Nothing but an exact copy of the records below counts as the answer.

*** Opening Provided entries ***

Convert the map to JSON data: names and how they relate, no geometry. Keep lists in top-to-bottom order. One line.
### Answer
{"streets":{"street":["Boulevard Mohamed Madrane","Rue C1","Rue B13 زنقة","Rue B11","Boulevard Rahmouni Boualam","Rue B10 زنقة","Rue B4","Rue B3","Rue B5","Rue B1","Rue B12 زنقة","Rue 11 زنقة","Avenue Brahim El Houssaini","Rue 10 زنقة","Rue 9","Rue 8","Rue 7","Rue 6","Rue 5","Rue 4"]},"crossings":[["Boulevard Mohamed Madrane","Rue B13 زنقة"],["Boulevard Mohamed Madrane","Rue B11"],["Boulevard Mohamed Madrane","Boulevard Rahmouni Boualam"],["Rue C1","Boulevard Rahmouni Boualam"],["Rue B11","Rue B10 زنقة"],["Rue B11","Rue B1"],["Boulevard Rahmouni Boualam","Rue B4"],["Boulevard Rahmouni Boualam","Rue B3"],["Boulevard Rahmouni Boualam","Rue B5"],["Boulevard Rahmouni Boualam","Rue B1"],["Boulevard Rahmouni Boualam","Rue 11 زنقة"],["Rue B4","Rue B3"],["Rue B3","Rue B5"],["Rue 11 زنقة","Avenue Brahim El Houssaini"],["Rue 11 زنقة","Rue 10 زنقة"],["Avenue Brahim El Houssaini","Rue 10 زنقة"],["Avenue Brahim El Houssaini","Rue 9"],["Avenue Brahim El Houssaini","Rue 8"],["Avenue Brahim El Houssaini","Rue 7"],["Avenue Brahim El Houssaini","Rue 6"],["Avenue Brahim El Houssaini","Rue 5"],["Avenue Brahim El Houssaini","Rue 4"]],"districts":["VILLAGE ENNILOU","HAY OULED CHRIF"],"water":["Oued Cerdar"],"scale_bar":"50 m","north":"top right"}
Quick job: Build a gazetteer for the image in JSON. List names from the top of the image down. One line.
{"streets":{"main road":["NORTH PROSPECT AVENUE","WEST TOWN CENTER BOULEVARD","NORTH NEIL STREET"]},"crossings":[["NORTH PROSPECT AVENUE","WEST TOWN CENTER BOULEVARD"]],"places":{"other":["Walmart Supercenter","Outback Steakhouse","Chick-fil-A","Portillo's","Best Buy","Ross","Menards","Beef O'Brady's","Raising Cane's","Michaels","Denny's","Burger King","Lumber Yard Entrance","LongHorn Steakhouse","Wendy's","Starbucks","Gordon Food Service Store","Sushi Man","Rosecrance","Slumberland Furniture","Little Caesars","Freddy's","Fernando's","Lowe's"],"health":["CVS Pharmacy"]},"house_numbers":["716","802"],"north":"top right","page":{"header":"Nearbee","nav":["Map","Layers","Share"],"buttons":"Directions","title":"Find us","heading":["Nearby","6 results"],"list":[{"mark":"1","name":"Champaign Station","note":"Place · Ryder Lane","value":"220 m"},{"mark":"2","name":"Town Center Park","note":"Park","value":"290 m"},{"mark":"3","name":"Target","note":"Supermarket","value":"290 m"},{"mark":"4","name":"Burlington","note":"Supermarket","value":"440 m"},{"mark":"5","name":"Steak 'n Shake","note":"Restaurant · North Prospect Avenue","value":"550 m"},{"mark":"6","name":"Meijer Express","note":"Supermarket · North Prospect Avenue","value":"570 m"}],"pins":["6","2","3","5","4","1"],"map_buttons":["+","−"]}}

*** Closing Provided entries ***

▸ Task solution
Convert the map to JSON data: names and how they relate, no geometry. Keep lists in top-to-bottom order. One line.
### Answer
{"streets":{"street":["Boulevard Mohamed Madrane","Rue C1","Rue B13 زنقة","Rue B11","Boulevard Rahmouni Boualam","Rue B10 زنقة","Rue B4","Rue B3","Rue B5","Rue B1","Rue B12 زنقة","Rue 11 زنقة","Avenue Brahim El Houssaini","Rue 10 زنقة","Rue 9","Rue 8","Rue 7","Rue 6","Rue 5","Rue 4"]},"crossings":[["Boulevard Mohamed Madrane","Rue B13 زنقة"],["Boulevard Mohamed Madrane","Rue B11"],["Boulevard Mohamed Madrane","Boulevard Rahmouni Boualam"],["Rue C1","Boulevard Rahmouni Boualam"],["Rue B11","Rue B10 زنقة"],["Rue B11","Rue B1"],["Boulevard Rahmouni Boualam","Rue B4"],["Boulevard Rahmouni Boualam","Rue B3"],["Boulevard Rahmouni Boualam","Rue B5"],["Boulevard Rahmouni Boualam","Rue B1"],["Boulevard Rahmouni Boualam","Rue 11 زنقة"],["Rue B4","Rue B3"],["Rue B3","Rue B5"],["Rue 11 زنقة","Avenue Brahim El Houssaini"],["Rue 11 زنقة","Rue 10 زنقة"],["Avenue Brahim El Houssaini","Rue 10 زنقة"],["Avenue Brahim El Houssaini","Rue 9"],["Avenue Brahim El Houssaini","Rue 8"],["Avenue Brahim El Houssaini","Rue 7"],["Avenue Brahim El Houssaini","Rue 6"],["Avenue Brahim El Houssaini","Rue 5"],["Avenue Brahim El Houssaini","Rue 4"]],"districts":["VILLAGE ENNILOU","HAY OULED CHRIF"],"water":["Oued Cerdar"],"scale_bar":"50 m","north":"top right"}
Quick job: Build a gazetteer for the image in JSON. List names from the top of the image down. One line.
{"streets":{"main road":["NORTH PROSPECT AVENUE","WEST TOWN CENTER BOULEVARD","NORTH NEIL STREET"]},"crossings":[["NORTH PROSPECT AVENUE","WEST TOWN CENTER BOULEVARD"]],"places":{"other":["Walmart Supercenter","Outback Steakhouse","Chick-fil-A","Portillo's","Best Buy","Ross","Menards","Beef O'Brady's","Raising Cane's","Michaels","Denny's","Burger King","Lumber Yard Entrance","LongHorn Steakhouse","Wendy's","Starbucks","Gordon Food Service Store","Sushi Man","Rosecrance","Slumberland Furniture","Little Caesars","Freddy's","Fernando's","Lowe's"],"health":["CVS Pharmacy"]},"house_numbers":["716","802"],"north":"top right","page":{"header":"Nearbee","nav":["Map","Layers","Share"],"buttons":"Directions","title":"Find us","heading":["Nearby","6 results"],"list":[{"mark":"1","name":"Champaign Station","note":"Place · Ryder Lane","value":"220 m"},{"mark":"2","name":"Town Center Park","note":"Park","value":"290 m"},{"mark":"3","name":"Target","note":"Supermarket","value":"290 m"},{"mark":"4","name":"Burlington","note":"Supermarket","value":"440 m"},{"mark":"5","name":"Steak 'n Shake","note":"Restaurant · North Prospect Avenue","value":"550 m"},{"mark":"6","name":"Meijer Express","note":"Supermarket · North Prospect Avenue","value":"570 m"}],"pins":["6","2","3","5","4","1"],"map_buttons":["+","−"]}}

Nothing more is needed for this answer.